Part of the credit for that was in all likelihood due to Molly, Lenox realized now.

“I’m down to the house in two days’ time,” Edmund said, as the waiter took away their plates.

Lenox frowned. “On Wednesday?”

“Yes. There’s a lot to look after — I’ve been away too long. They’ll want to know about the horses, and I hear that some of the tenants have complaints.”

“Mather can deal with all of that,” said Lenox.

This was the fellow who managed the estate, a young, energetic person, nephew of the old steward, who had retired to the village. “On the contrary, he needs a great deal of assistance,” said Edmund.

Fortunately their coffee came then — for Lenox was extremely concerned, and he managed to conceal it only by busying himself with milk and sugar. He and Jane had invited Edmund to stay with them after the funeral, but he had declined absolutely. At least, though, he had been in London, and one way or another they had managed to see him most days since then. He would be terribly isolated in the country. He had friends there, but none closer than a twenty-minute gallop. And it was where Molly had died.

“Are you sure that it will be tolerable — mentally, that is?” said Lenox, with great care in his voice.

Edmund actually laughed. “Ha! No, no, I am not,” he said.

“Skip it, then.”

He waved a dismissive hand. “No, I must go. It was urgent two weeks ago. Now it is past urgent.”
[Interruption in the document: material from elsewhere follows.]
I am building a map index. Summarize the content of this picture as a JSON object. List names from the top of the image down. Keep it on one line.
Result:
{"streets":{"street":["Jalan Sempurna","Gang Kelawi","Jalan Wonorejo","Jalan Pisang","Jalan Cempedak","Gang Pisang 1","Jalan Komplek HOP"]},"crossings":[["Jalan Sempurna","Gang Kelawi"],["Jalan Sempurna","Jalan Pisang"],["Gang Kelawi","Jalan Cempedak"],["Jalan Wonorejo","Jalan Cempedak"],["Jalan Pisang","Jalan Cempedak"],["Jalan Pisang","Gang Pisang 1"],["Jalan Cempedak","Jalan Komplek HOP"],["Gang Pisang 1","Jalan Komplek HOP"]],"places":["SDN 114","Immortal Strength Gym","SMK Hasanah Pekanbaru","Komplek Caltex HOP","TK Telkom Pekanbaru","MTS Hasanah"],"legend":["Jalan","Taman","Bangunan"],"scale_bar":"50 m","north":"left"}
“You will be very gloomy down there, Ed.”

“I don’t doubt it.”

This was typical enough. Edmund wasn’t resistant to talking about his state of mind, particularly with Charles and Jane, and he did not pretend to be happy. It didn’t seem to help him, though. If Charles asked him, he answered truthfully and politely, but every word of his reply was filled with a monumental sense of the pointlessness of such conversation, how little it had the power to change anything. The subject would move toward politics then, or Sophia, Lenox’s daughter — and there at least Edmund could give his honest attention, with the part of his self that still remained down here among the living.

Lenox had a thought. “What if we came for a visit?”

Edmund frowned. “To Lenox House? I hope you’ll still be there at Christmas.”

“No, now. Wednesday.”

“I couldn’t possibly ask you to do that. The agency alone takes up so much time.”

“Are you being witty? It would be a positive relief to get away from the city. Dallington can manage the queue for a week or two.”

“What if they ask you to help find Muller?”

“They won’t, the devils.”

Edmund considered this. Then he shook his head. “No,” he said. “It’s better that I spend these ten days there myself. It will be very dull, you know — all business, every day.”

There was a brief pause, and then Lenox decided that he would simply be honest. In a low voice, he said, “I think there is nothing I can do to help you now, Edmund, but if it would make you even slightly less alone to have company at Lenox House, I would like to come with you. I know Jane and Sophia would, too. Please allow us. At least then I will feel better, whether or not you do.”